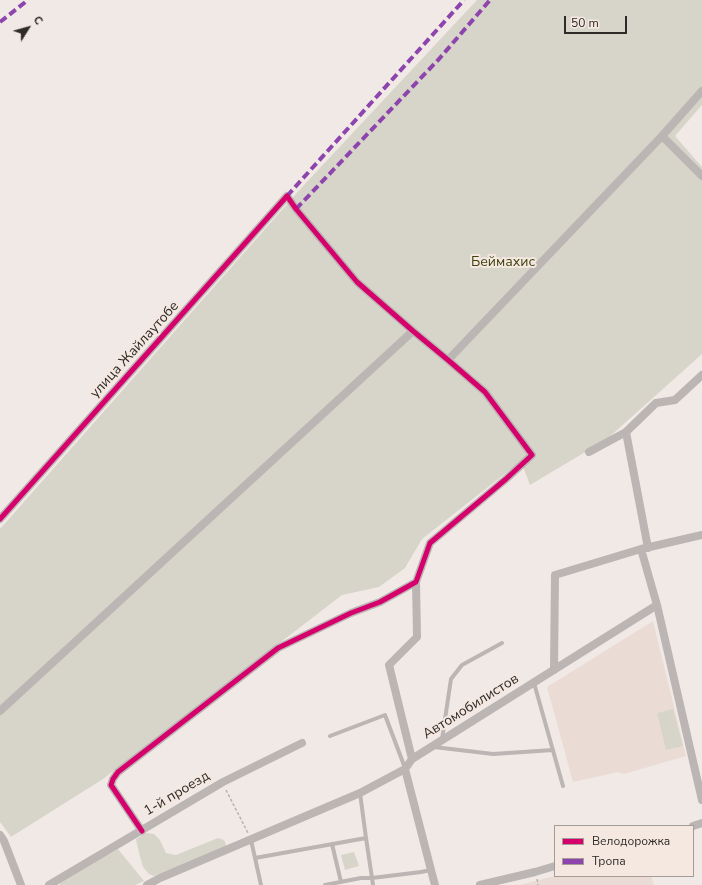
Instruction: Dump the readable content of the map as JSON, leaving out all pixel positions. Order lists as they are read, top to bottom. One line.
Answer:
{"streets":{"street":["улица Жайлаутобе","Автомобилистов","1-й проезд"]},"parks":["Беймахис"],"legend":["Велодорожка","Тропа"],"scale_bar":"50 m","north":"top right"}
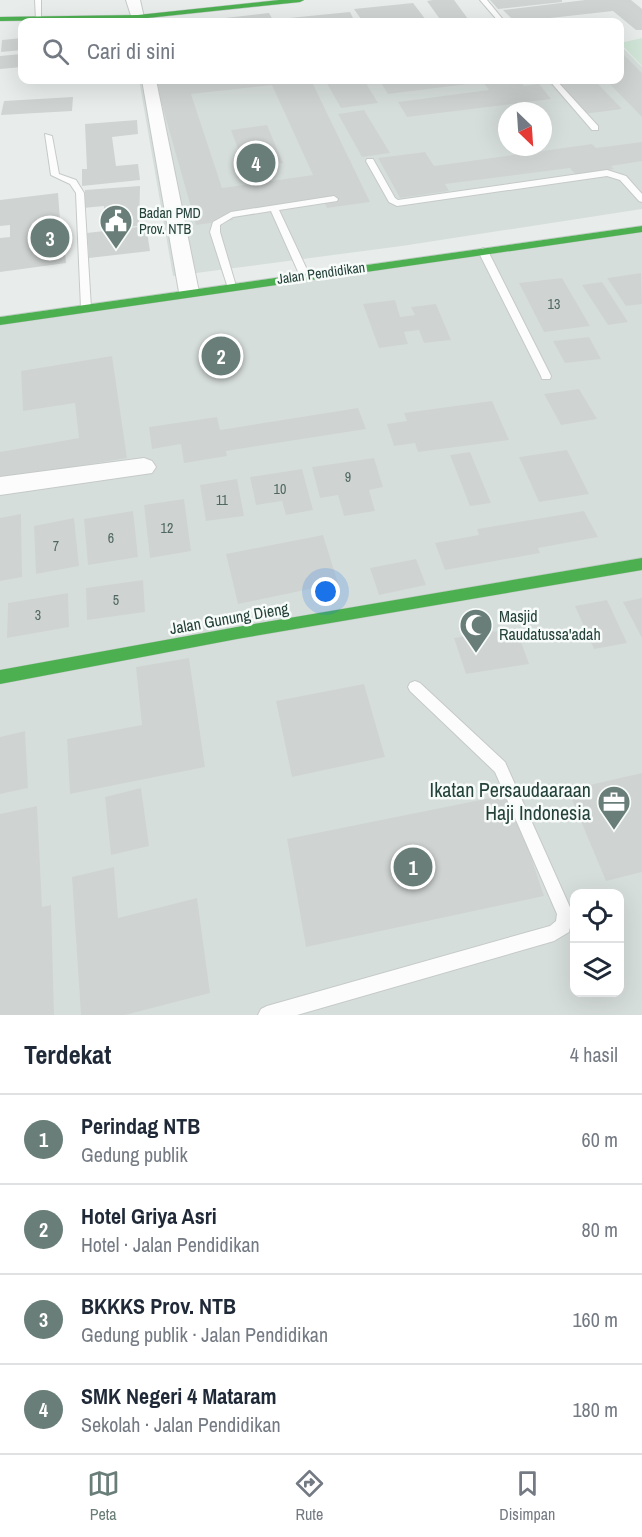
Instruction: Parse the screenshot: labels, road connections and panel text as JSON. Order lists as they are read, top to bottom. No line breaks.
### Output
{"streets":{"street":["Jalan Pendidikan","Jalan Gunung Dieng"]},"places":{"public building":["Badan PMD Prov. NTB"],"mosque":["Masjid Raudatussa'adah"],"office":["Ikatan Persaudaaraan Haji Indonesia"]},"house_numbers":["13","9","10","11","12","6","7","5","3"],"north":"bottom right","page":{"search":"Cari di sini","pins":["4","3","2","1"],"heading":["Terdekat","4 hasil"],"list":[{"mark":"1","name":"Perindag NTB","note":"Gedung publik","value":"60 m"},{"mark":"2","name":"Hotel Griya Asri","note":"Hotel · Jalan Pendidikan","value":"80 m"},{"mark":"3","name":"BKKKS Prov. NTB","note":"Gedung publik · Jalan Pendidikan","value":"160 m"},{"mark":"4","name":"SMK Negeri 4 Mataram","note":"Sekolah · Jalan Pendidikan","value":"180 m"}],"nav":["Peta","Rute","Disimpan"]}}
-- -- --
Directions: Excluding pictures, reproduce the listing above exactly as it stands.

Answer for this exercise:
Instruction: Dump the readable content of the map as JSON, leaving out all pixel positions. Order lists as they are read, top to bottom. One line.
Answer:
{"streets":{"street":["улица Жайлаутобе","Автомобилистов","1-й проезд"]},"parks":["Беймахис"],"legend":["Велодорожка","Тропа"],"scale_bar":"50 m","north":"top right"}
Instruction: Parse the screenshot: labels, road connections and panel text as JSON. Order lists as they are read, top to bottom. No line breaks.
### Output
{"streets":{"street":["Jalan Pendidikan","Jalan Gunung Dieng"]},"places":{"public building":["Badan PMD Prov. NTB"],"mosque":["Masjid Raudatussa'adah"],"office":["Ikatan Persaudaaraan Haji Indonesia"]},"house_numbers":["13","9","10","11","12","6","7","5","3"],"north":"bottom right","page":{"search":"Cari di sini","pins":["4","3","2","1"],"heading":["Terdekat","4 hasil"],"list":[{"mark":"1","name":"Perindag NTB","note":"Gedung publik","value":"60 m"},{"mark":"2","name":"Hotel Griya Asri","note":"Hotel · Jalan Pendidikan","value":"80 m"},{"mark":"3","name":"BKKKS Prov. NTB","note":"Gedung publik · Jalan Pendidikan","value":"160 m"},{"mark":"4","name":"SMK Negeri 4 Mataram","note":"Sekolah · Jalan Pendidikan","value":"180 m"}],"nav":["Peta","Rute","Disimpan"]}}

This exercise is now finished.